▶ **PROBLEM DETAILS**:
Transcribe only the lines of the listing below from the one holding "Instruction: Dump the" through the one holding "What data does", inclusive, without any change.

-=-=-

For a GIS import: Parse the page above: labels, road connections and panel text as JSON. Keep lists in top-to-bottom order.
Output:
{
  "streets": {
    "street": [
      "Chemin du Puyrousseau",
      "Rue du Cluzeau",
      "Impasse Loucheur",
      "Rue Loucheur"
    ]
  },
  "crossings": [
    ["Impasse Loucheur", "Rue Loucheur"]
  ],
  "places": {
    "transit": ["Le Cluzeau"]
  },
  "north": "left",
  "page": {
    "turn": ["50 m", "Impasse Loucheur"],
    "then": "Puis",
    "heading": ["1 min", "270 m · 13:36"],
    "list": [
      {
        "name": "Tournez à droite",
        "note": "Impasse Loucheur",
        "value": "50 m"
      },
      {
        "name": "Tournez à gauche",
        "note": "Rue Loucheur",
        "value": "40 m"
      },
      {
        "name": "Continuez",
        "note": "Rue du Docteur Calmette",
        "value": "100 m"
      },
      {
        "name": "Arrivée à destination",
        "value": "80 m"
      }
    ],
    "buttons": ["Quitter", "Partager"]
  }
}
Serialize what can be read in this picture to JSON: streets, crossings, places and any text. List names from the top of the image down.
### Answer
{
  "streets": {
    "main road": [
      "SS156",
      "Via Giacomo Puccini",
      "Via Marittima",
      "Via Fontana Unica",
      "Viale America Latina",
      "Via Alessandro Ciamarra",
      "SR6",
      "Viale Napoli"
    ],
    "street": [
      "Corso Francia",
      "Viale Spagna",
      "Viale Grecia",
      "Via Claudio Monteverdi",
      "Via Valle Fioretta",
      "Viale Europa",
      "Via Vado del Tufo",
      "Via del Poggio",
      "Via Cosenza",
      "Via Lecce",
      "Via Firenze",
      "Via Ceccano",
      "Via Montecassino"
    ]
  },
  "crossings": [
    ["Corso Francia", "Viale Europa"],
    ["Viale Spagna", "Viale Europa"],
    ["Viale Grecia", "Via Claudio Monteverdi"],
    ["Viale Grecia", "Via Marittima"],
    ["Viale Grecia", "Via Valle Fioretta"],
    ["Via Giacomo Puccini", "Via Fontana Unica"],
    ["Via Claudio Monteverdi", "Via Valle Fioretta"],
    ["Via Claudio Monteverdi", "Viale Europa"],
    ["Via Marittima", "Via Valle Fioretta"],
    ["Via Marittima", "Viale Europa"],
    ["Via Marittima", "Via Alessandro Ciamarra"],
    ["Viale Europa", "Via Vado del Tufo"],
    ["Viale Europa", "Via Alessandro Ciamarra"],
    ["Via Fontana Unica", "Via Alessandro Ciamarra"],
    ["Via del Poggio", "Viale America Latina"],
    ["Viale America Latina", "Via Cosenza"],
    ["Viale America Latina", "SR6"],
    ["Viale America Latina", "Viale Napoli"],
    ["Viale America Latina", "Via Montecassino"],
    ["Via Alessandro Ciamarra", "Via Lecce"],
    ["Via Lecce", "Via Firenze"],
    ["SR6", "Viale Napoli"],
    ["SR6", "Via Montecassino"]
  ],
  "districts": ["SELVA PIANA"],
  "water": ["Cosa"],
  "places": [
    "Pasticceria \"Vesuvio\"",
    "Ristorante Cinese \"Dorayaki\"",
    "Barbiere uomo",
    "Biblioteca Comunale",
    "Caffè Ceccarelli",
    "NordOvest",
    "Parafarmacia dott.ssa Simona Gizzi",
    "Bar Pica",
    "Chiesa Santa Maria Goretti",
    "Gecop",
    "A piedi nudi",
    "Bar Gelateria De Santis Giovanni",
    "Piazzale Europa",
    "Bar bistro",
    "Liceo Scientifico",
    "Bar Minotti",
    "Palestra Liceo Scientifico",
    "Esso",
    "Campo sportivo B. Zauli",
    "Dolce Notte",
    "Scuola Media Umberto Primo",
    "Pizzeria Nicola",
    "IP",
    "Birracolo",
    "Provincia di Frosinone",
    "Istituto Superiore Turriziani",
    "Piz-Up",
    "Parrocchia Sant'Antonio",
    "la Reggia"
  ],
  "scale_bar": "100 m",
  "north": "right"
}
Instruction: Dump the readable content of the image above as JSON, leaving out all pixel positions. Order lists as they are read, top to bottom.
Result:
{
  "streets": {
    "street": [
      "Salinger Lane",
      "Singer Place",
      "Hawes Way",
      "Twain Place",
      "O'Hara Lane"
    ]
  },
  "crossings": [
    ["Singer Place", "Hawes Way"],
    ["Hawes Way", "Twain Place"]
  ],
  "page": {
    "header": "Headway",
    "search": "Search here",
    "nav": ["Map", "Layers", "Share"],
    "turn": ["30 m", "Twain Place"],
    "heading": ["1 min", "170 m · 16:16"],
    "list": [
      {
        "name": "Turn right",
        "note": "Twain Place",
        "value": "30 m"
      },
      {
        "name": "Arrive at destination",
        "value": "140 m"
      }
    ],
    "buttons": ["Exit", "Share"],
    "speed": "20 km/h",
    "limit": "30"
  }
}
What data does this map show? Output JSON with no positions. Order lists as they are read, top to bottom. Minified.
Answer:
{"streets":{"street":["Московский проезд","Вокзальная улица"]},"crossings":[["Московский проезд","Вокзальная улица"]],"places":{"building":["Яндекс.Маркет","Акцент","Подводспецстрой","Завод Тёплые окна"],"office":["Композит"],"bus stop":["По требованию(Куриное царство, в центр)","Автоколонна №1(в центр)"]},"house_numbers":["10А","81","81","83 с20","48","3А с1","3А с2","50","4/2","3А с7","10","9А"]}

-=-=-

▶ **ANSWER FOR THE TASK**:
Instruction: Dump the readable content of the image above as JSON, leaving out all pixel positions. Order lists as they are read, top to bottom.
Result:
{
  "streets": {
    "street": [
      "Salinger Lane",
      "Singer Place",
      "Hawes Way",
      "Twain Place",
      "O'Hara Lane"
    ]
  },
  "crossings": [
    ["Singer Place", "Hawes Way"],
    ["Hawes Way", "Twain Place"]
  ],
  "page": {
    "header": "Headway",
    "search": "Search here",
    "nav": ["Map", "Layers", "Share"],
    "turn": ["30 m", "Twain Place"],
    "heading": ["1 min", "170 m · 16:16"],
    "list": [
      {
        "name": "Turn right",
        "note": "Twain Place",
        "value": "30 m"
      },
      {
        "name": "Arrive at destination",
        "value": "140 m"
      }
    ],
    "buttons": ["Exit", "Share"],
    "speed": "20 km/h",
    "limit": "30"
  }
}
What data does this map show? Output JSON with no positions. Order lists as they are read, top to bottom. Minified.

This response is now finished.